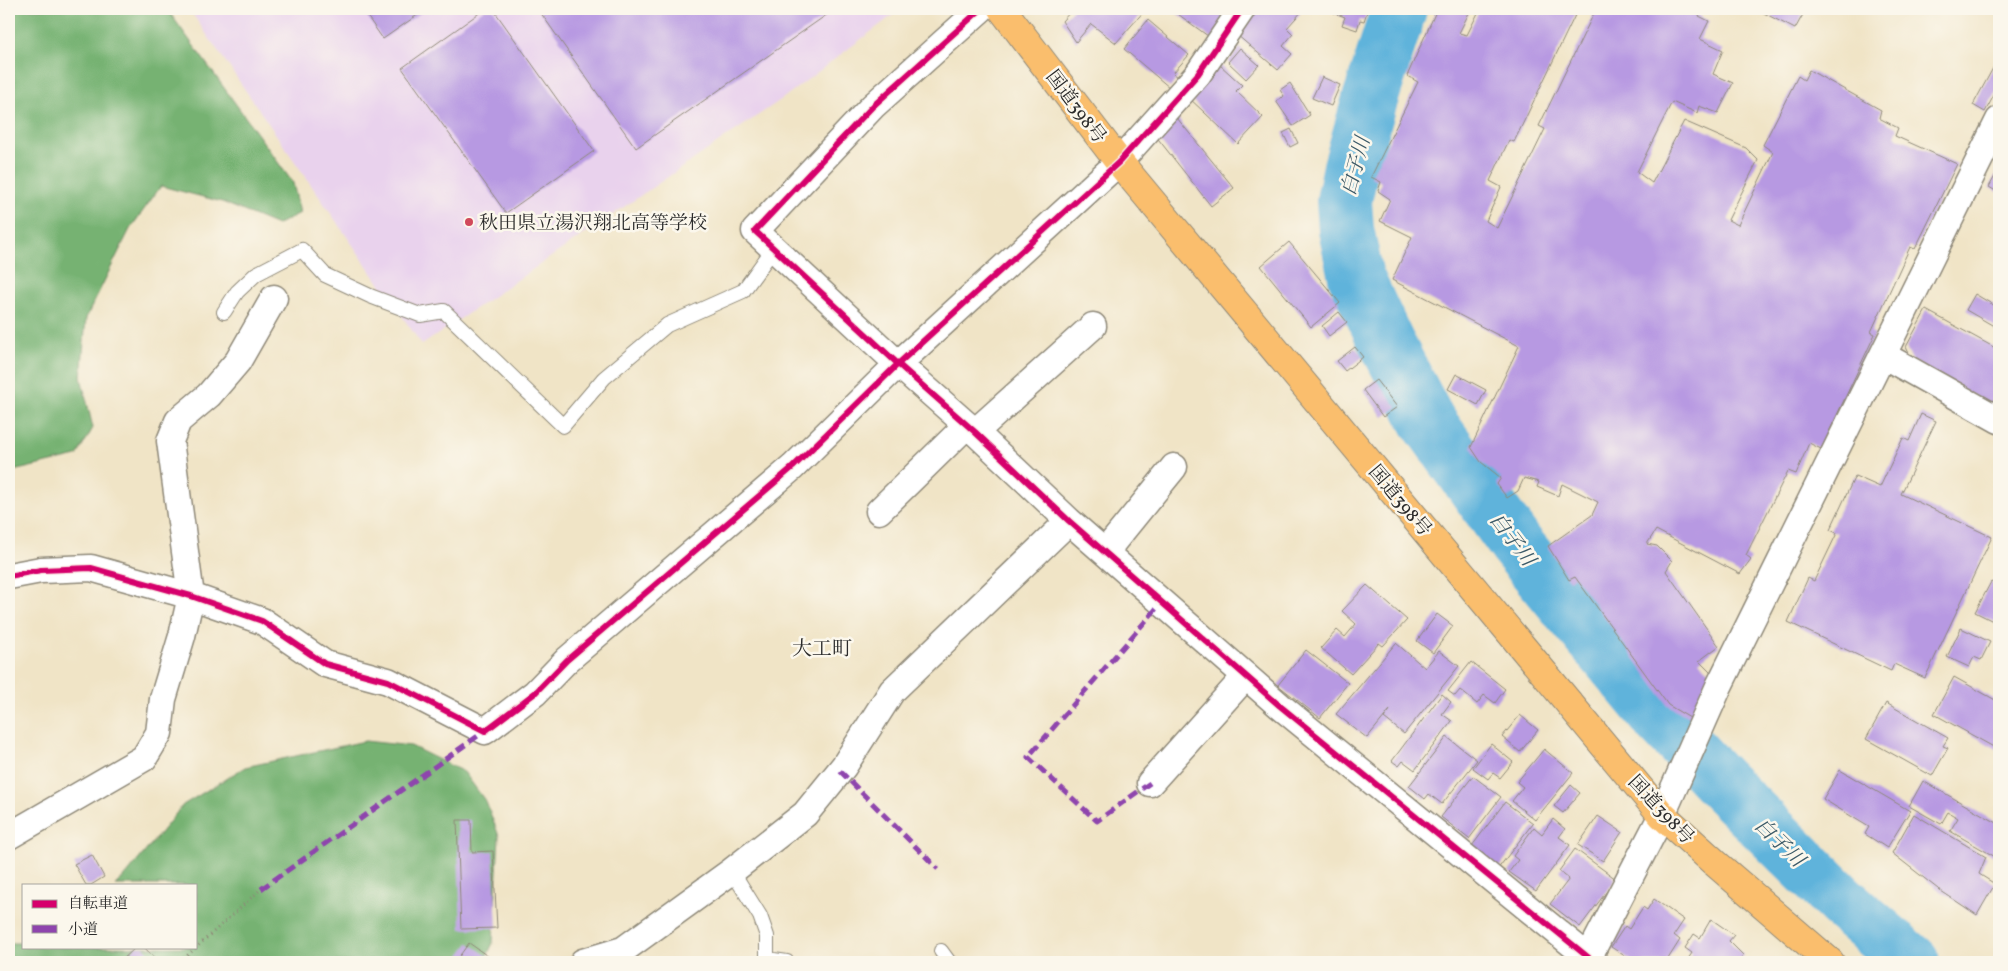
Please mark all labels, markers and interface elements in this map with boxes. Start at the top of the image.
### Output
street label: 国道398号 [1039,65,1112,149]
water label: 白子川 [1336,132,1379,199]
place label: 秋田県立湯沢翔北高等学校 [479,211,707,237]
marker: 秋田県立湯沢翔北高等学校 [463,216,475,228]
street label: 国道398号 [1362,460,1437,543]
water label: 白子川 [1482,508,1542,574]
district label: 大工町 [792,636,852,664]
street label: 国道398号 [1622,770,1699,851]
water label: 白子川 [1747,813,1811,876]
legend [22,884,198,948]
text: 自転車道 [68,894,128,915]
text: 小道 [68,920,98,941]

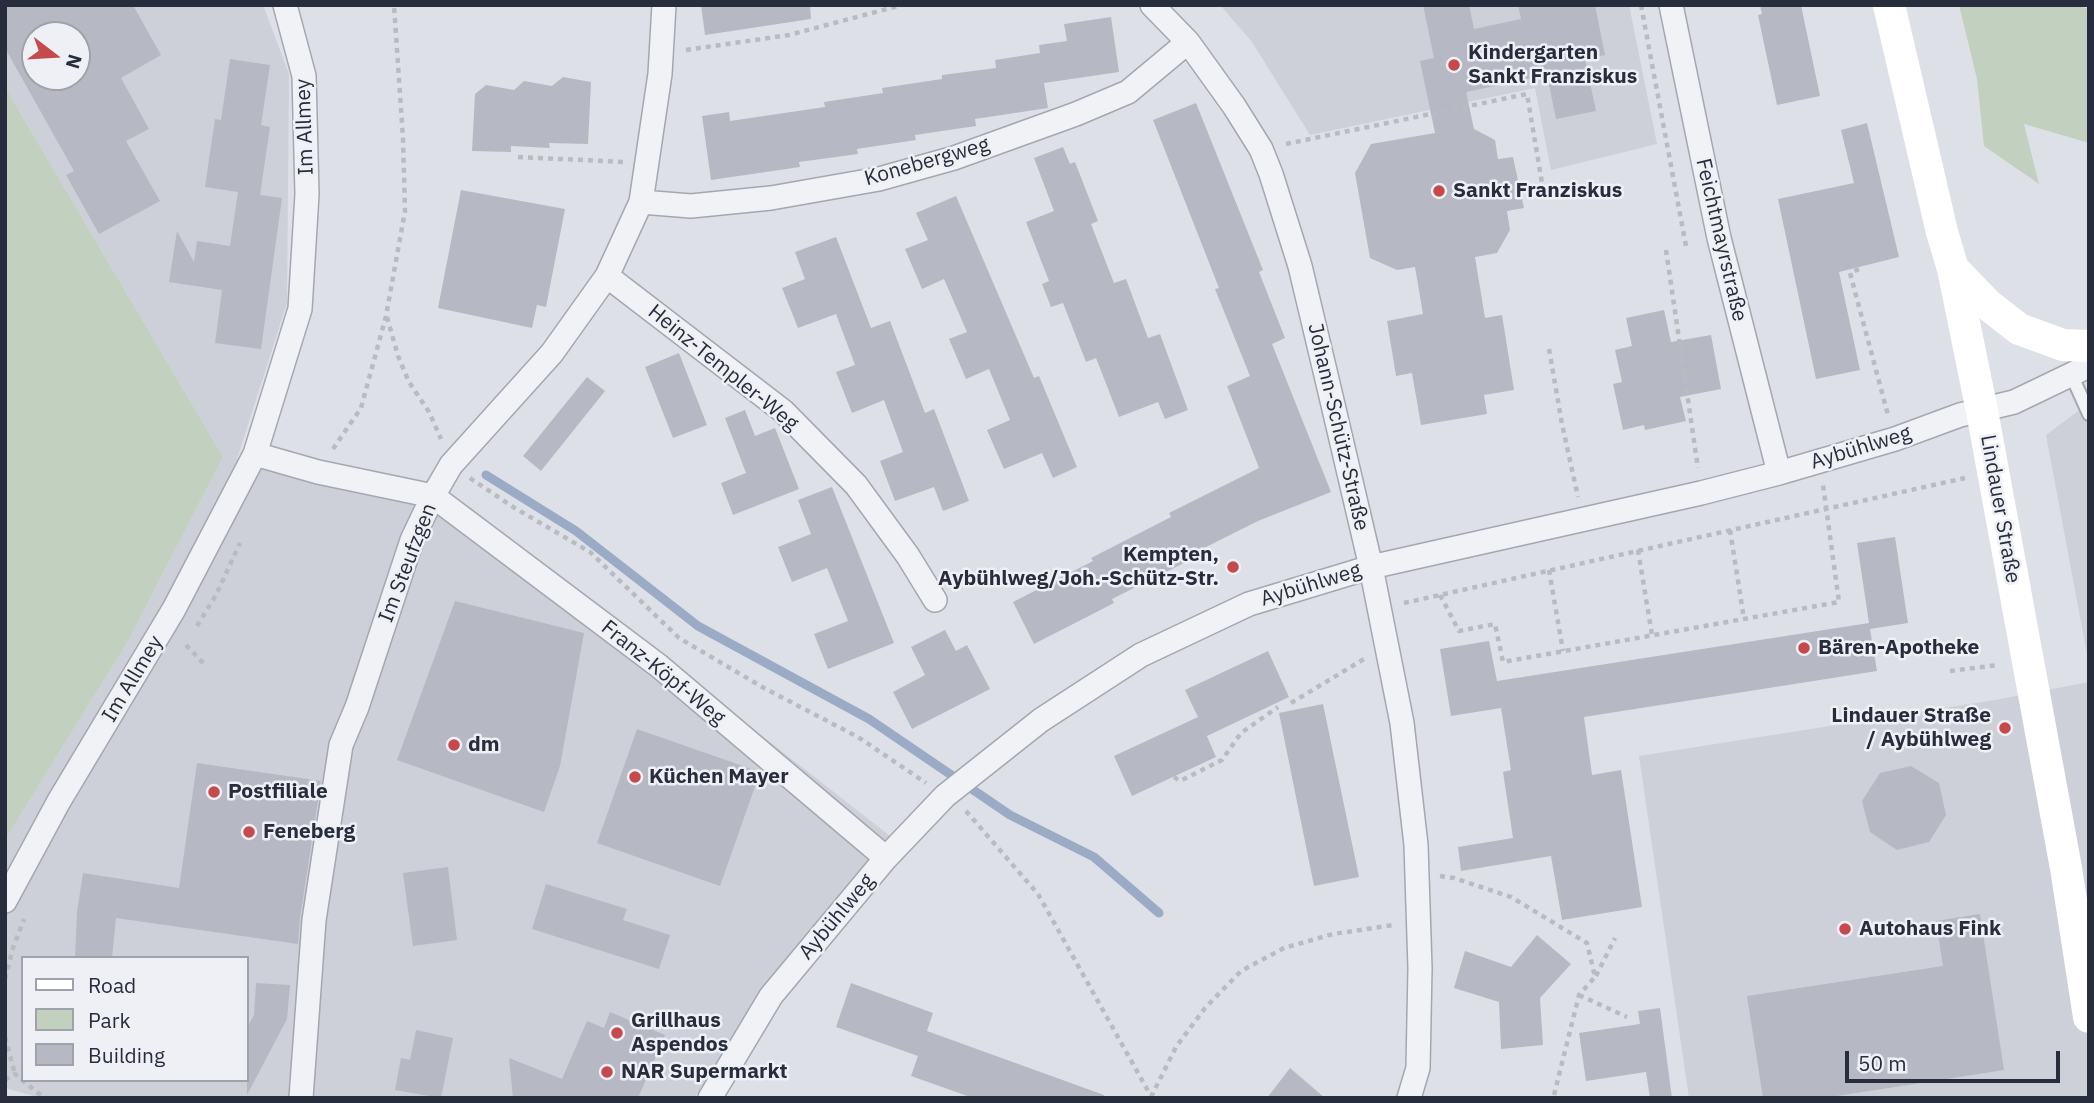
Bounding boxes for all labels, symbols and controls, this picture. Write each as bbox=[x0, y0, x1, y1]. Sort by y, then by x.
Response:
north arrow bbox=[21, 21, 91, 91]
place label: Kindergarten Sankt Franziskus bbox=[1468, 40, 1637, 90]
text: N bbox=[61, 51, 88, 72]
marker: Kindergarten Sankt Franziskus bbox=[1446, 57, 1462, 73]
street label: Im Allmey bbox=[291, 78, 319, 176]
street label: Konebergweg bbox=[862, 132, 992, 192]
street label: Feichtmayrstraße bbox=[1690, 156, 1752, 324]
place label: Sankt Franziskus bbox=[1453, 178, 1622, 204]
marker: Sankt Franziskus bbox=[1431, 183, 1447, 199]
street label: Heinz-Templer-Weg bbox=[643, 299, 803, 437]
street label: Johann-Schütz-Straße bbox=[1302, 321, 1374, 533]
street label: Aybühlweg bbox=[1808, 421, 1914, 475]
street label: Lindauer Straße bbox=[1975, 433, 2025, 585]
street label: Im Steufzgen bbox=[374, 500, 442, 626]
place label: Kempten, Aybühlweg/Joh.-Schütz-Str. bbox=[938, 542, 1219, 592]
street label: Aybühlweg bbox=[1258, 558, 1364, 612]
marker: Kempten, Aybühlweg/Joh.-Schütz-Str. bbox=[1225, 559, 1241, 575]
street label: Franz-Köpf-Weg bbox=[596, 615, 730, 731]
street label: Im Allmey bbox=[97, 631, 169, 727]
place label: Bären-Apotheke bbox=[1818, 635, 1979, 661]
marker: Bären-Apotheke bbox=[1796, 640, 1812, 656]
place label: Lindauer Straße / Aybühlweg bbox=[1831, 703, 1991, 753]
marker: Lindauer Straße / Aybühlweg bbox=[1997, 720, 2013, 736]
place label: dm bbox=[468, 732, 500, 758]
marker: dm bbox=[446, 737, 462, 753]
place label: Küchen Mayer bbox=[649, 764, 789, 790]
marker: Küchen Mayer bbox=[627, 769, 643, 785]
place label: Postfiliale bbox=[228, 779, 328, 805]
marker: Postfiliale bbox=[206, 784, 222, 800]
place label: Feneberg bbox=[263, 819, 355, 845]
marker: Feneberg bbox=[241, 824, 257, 840]
street label: Aybühlweg bbox=[794, 869, 880, 965]
place label: Autohaus Fink bbox=[1859, 916, 2001, 942]
marker: Autohaus Fink bbox=[1837, 921, 1853, 937]
legend bbox=[21, 956, 248, 1082]
text: Road bbox=[88, 971, 136, 999]
text: Park bbox=[88, 1006, 131, 1034]
place label: Grillhaus Aspendos bbox=[631, 1008, 728, 1058]
marker: Grillhaus Aspendos bbox=[609, 1025, 625, 1041]
scale bar bbox=[1849, 1036, 2064, 1080]
text: Building bbox=[88, 1041, 165, 1069]
text: 50 m bbox=[1858, 1049, 1907, 1077]
place label: NAR Supermarkt bbox=[621, 1059, 788, 1085]
marker: NAR Supermarkt bbox=[599, 1064, 615, 1080]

────────

• **WORK ORDER**
List all lines from the entries that include the word "Fink".

• **FINISHED EXERCISE**
place label: Autohaus Fink bbox=[1859, 916, 2001, 942]
marker: Autohaus Fink bbox=[1837, 921, 1853, 937]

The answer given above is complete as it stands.